I’ve been reading the work of Professor John Stinneford, concerning the role of custom and tradition in determining the meaning of “cruel and unusual punishments” under the Eighth Amendment. It is one of John’s important insights that the meaning is to be determined by practice or general usage. And one of the issues that crops up in determining usage is antiquity, not only in the sense of actual age but of something like untraceable age. In the common law, the phrase, “time immemorial” often is used by learned commentary to describe this second sense of age. The best sort of age, in the law, is not the kind that we, today, can map. It is the kind that transcends our capacity to pinpoint. Here is a bit from Professor Stinneford’s excellent article, Experimental Punishments (notes omitted):
The common-law notion of long usage contains a principle of legal development over time. If a once-traditional practice falls out of usage for multiple generations, it loses its status as presumptively reasonable. If revived, it is to be treated as a new practice and compared to the tradition that has developed up to that time. Similarly, before a new practice can be considered “usual,” it must gain universal reception within the relevant legal community, and it must sustain such universal reception over a period of multiple generations. Only at that point can the practice be considered firmly part of the tradition, for only then can it be said to enjoy the multigenerational consent of the whole people.
The precise amount of time a practice must enjoy universal reception before becoming part of the tradition is not clearly and consistently defined by common-law writers. For example, Blackstone wrote that a practice must have been used universally from time “immemorial” to be considered part of the common law. If anyone could determine a time when the practice was not used, it could not be part of the common law. At the same time, however, Blackstone acknowledged the fact that the English common law had developed over time and had changed as an “intermixture of adventitious nations, the Romans, the Picts, the Saxons, the Danes, and the Normans … must have insensibly introduced and incorporated many of their own customs with those that were before established.” American common-law thinkers such as James Wilson rejected the idea that a practice had to enjoy “immemorial usage” before becoming part of the common law:
Some writers, when they describe that usage, which is the foundation of common law, characterize it by the epithet immemorial. The parliamentary description is not so strong. “Long use and custom” is assigned as the criterion of law, “taken by the people at their free liberty, and by their own consent.” And this criterion is surely sufficient to satisfy the principle: for consent is certainly proved by long, though it be not immemorial usage.
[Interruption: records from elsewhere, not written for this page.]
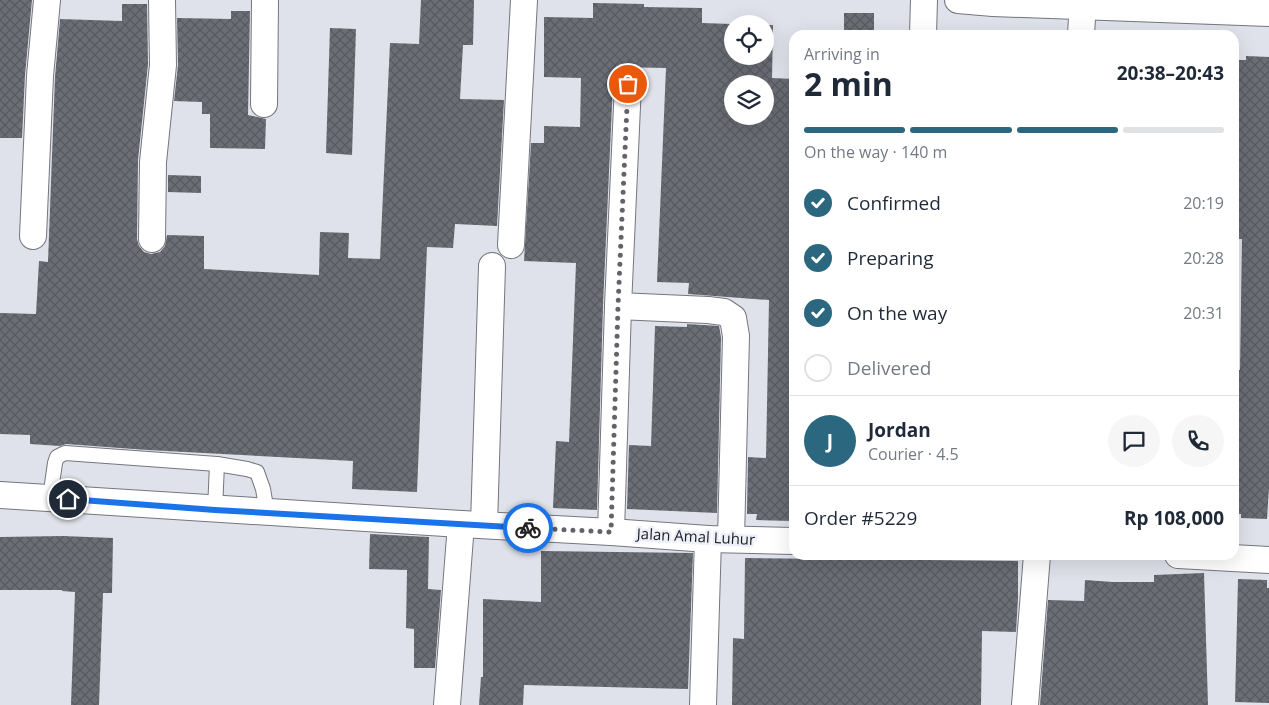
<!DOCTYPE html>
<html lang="en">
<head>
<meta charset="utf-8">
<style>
  body { margin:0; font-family:"Open Sans",sans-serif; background:#f6f6f7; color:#1f2937; height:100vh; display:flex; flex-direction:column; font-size:19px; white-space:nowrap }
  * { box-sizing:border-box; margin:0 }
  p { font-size:16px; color:#747a83 }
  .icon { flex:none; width:28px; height:28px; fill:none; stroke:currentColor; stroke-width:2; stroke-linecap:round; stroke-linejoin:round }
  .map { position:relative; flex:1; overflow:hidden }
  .drawer { position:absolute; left:789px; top:30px; width:450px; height:530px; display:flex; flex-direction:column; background:#fff; border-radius:15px; box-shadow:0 5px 20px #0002 }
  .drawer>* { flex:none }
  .tools { position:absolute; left:724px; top:15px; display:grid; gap:10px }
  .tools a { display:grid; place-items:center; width:50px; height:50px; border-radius:50%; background:#fff; box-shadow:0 5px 20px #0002; font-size:25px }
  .pin { position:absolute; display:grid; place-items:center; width:42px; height:42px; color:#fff; margin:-21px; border:2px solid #fff; border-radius:50%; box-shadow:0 1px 5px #0007 }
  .courier { position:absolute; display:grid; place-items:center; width:50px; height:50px; margin:-25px; border:4px solid #1a73e8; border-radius:50%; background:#fff; color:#222; box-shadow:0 1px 6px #0007 }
  .summary em { font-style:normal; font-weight:700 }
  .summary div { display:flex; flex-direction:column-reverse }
  .summary { display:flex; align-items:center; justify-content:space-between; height:85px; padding:0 15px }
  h1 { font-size:32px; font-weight:700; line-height:38px }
  .bar { display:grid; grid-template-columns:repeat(4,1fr); gap:8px 5px; align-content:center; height:60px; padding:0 15px }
  .bar i { height:6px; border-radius:4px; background:#e0e1e3 }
  .bar .current { background:#2b677e }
  .bar p { grid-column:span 4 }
  .line { display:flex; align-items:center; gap:12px; padding:0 15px; border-top:1px solid #e0e1e3 }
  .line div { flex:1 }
  .round { display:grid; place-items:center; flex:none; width:52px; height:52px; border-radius:26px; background:#f6f6f7 }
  ol { padding:0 15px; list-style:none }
  li { display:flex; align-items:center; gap:15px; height:55px }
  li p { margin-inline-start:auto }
  li .icon { padding:5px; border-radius:50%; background:#2b677e; color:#fff; stroke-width:4 }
  li:last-child { color:#747a83 }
  li i { width:28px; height:28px; border:2px solid #e0e1e3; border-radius:50% }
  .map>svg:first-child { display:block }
</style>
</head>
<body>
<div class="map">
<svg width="1269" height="705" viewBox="0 0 1269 705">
  <defs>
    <pattern id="building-cross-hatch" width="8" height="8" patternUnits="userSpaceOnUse" patternTransform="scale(1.25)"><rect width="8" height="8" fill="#6b6e75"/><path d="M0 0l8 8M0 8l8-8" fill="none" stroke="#575a60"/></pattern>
  </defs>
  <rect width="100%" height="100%" fill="#e0e2eb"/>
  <g fill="url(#building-cross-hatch)" fill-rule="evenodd">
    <polygon points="0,0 32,0 25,75 22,138 0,138"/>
    <polygon points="421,0 474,0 473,45 463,45 460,99 504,100 497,226 455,224 453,248 427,247 417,492 352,489 353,461 147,450 66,444 60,446 30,444 30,435 0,434 0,313 36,314 39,261 48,262 55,77 60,19 122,21 122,4 147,4 148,64 138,160 137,239 139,246 144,252 151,254 160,252 165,246 167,235 204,236 204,269 319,275 320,232 349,233 348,258 380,259 390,43 419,44"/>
    <path d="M593 3 644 4V7L702 8V23L732 24V56H765V25H773L772 78 794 79V151L790 249H794L792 521 756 520 757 514H747L748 457 766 458 769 300 688 294 689 283 657 282 666 68 616 67 613 83 603 305 597 510 553 508 556 441 569 442 576 263 524 261 531 143H544V126L580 127 581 78 544 77V17L593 18ZM732 84H765V116H732Z"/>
    <polygon points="231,11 250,11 248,115 266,119 265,149 210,148 210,114 202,114 202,102 174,101 178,65 177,18 231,19"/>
    <rect x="844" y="13" width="30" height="22"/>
    <polygon points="330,28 356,29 352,155 326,153"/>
    <polygon points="1246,56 1269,57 1269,488 1267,519 1241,518 1241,514 1234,514 1234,370 1240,370 1242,239 1237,239 1239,192 1234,192 1234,60 1246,60"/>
    <polygon points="168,175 201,176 201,193 168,192"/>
    <polygon points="687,324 719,326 721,337 717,513 627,509 629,445 651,446 655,326 687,327"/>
    <polygon points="370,534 429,537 428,589 441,590 435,668 414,668 414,629 406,628 407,570 369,569"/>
    <polygon points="63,536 113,538 112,593 103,593 99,705 71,705 75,592 62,591 62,590 0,590 0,537"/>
    <polygon points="541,551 693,553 688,689 524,685 523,705 479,705 481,677 483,677 483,599 541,602"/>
    <polygon points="745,558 1018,561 1018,598 1016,632 982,631 981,705 732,705 733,638 744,639"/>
    <polygon points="1204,573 1208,705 1040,705 1048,600 1084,601 1085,580 1113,582 1154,582 1154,575"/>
    <polygon points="1238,579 1267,580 1267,588 1269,588 1269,703 1235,702"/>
  </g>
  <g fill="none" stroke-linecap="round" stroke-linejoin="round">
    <defs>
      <g id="lane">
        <polyline points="50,498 55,463 57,457 65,453 217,464 247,469 257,472 263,489 267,512"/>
        <polyline points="215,510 217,464"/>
      </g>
      <g id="street">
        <polyline points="958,0 993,3 1269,13"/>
        <polyline points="923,35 924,0"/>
        <polyline points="1081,35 1083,0"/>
        <polyline points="264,104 265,0"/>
        <polyline points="33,236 40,76 47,0"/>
        <polyline points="152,239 153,162 163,65 162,0"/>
        <polyline points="511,245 524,0"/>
        <polyline points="618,306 708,310 724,312 733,318 736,336 731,539"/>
        <polyline points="0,495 461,524 611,532 708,539 794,541"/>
        <polyline points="484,525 492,266"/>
        <polyline points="611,532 618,306 628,84"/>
        <polyline points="1178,555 1269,560"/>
        <polyline points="447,705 461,524"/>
        <polyline points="703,705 708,539"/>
        <polyline points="1025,705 1037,555"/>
      </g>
    </defs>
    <use href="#lane" stroke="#74767e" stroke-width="16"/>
    <use href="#street" stroke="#74767e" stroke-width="28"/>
    <use href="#lane" stroke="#fff" stroke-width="14"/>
    <use href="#street" stroke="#fff" stroke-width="26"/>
  </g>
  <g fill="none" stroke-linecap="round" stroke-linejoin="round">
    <polyline stroke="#616368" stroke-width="5" stroke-dasharray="0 9" points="528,528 611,532 618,306 628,84"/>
    <polyline stroke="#1a73e8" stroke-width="6" points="68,499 215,510 528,528"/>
  </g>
  <g text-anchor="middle" stroke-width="5" stroke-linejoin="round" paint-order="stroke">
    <g font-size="15" fill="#1d1e21" stroke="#edf0f9">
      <text transform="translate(696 537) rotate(3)" y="5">Jalan Amal Luhur</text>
    </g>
  </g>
</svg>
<div class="tools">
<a><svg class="icon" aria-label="locate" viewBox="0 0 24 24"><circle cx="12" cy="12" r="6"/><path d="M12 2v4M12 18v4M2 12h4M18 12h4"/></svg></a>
<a><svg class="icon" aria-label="layers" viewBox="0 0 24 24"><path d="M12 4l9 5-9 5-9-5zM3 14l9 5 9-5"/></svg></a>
</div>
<div class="pin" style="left:628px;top:84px;background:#ea580c"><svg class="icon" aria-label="bag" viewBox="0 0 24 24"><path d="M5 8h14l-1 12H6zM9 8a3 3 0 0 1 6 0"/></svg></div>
<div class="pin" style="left:68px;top:499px;background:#1f2937"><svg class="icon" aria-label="home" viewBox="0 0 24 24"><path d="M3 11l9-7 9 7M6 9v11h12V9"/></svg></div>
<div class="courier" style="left:528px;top:528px"><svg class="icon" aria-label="bike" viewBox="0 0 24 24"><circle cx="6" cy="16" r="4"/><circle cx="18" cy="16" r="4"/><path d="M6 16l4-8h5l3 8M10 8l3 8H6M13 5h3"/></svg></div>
<section class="drawer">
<div class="summary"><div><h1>2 min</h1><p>Arriving in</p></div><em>20:38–20:43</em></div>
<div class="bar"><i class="current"></i><i class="current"></i><i class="current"></i><i></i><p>On the way · 140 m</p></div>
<ol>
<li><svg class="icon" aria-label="check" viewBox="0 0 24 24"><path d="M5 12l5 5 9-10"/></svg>Confirmed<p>20:19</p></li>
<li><svg class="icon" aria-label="check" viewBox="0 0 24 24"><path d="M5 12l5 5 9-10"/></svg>Preparing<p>20:28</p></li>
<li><svg class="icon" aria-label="check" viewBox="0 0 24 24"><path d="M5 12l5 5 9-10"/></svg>On the way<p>20:31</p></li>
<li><i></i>Delivered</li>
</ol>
<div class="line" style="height:90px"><b class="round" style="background:#2b677e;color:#fff">J</b><div><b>Jordan</b><p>Courier · 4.5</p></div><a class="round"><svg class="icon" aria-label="chat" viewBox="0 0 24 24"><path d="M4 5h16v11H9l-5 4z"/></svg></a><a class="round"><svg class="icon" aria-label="phone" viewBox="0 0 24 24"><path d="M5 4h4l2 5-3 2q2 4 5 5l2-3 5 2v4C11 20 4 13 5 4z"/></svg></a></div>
<div class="line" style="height:65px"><div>Order #5229</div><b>Rp 108,000</b></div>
</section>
</div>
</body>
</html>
Despite this lack of precision, there are some things we can say with certainty about the scope and duration of usage a practice must enjoy before we can say that it is clearly part of the tradition. First, reception of the practice must be universal; that is, it must be employed throughout the relevant legal community. Second, the practice must be public. A secret or “underground” governmental practice cannot be said to enjoy the consent of the people “taken … at their free liberty.” Third, the practice must continue to be universally received over the course of multiple generations. The premise of the common law is that multigenerational consensus is more reliably just and reasonable than the consensus of a given moment. As noted above, the number of generations that must receive a given practice before it can be said to enjoy long usage is uncertain. Cases concerning the reverse question–how much time it takes a once-traditional practice to fall out of usage for constitutional purposes–have generally required a century or more of disuse. Similarly, it would seem that a century or more of universal reception would be required to show that a new practice enjoys a stable multigenerational consensus. But in any event, there is no reason to treat long usage as an “on-off” switch. However much time it may take definitively to establish “long usage,” we can at least say that the longer and more universally a public governmental practice is received, the more likely it is to comport with the tradition.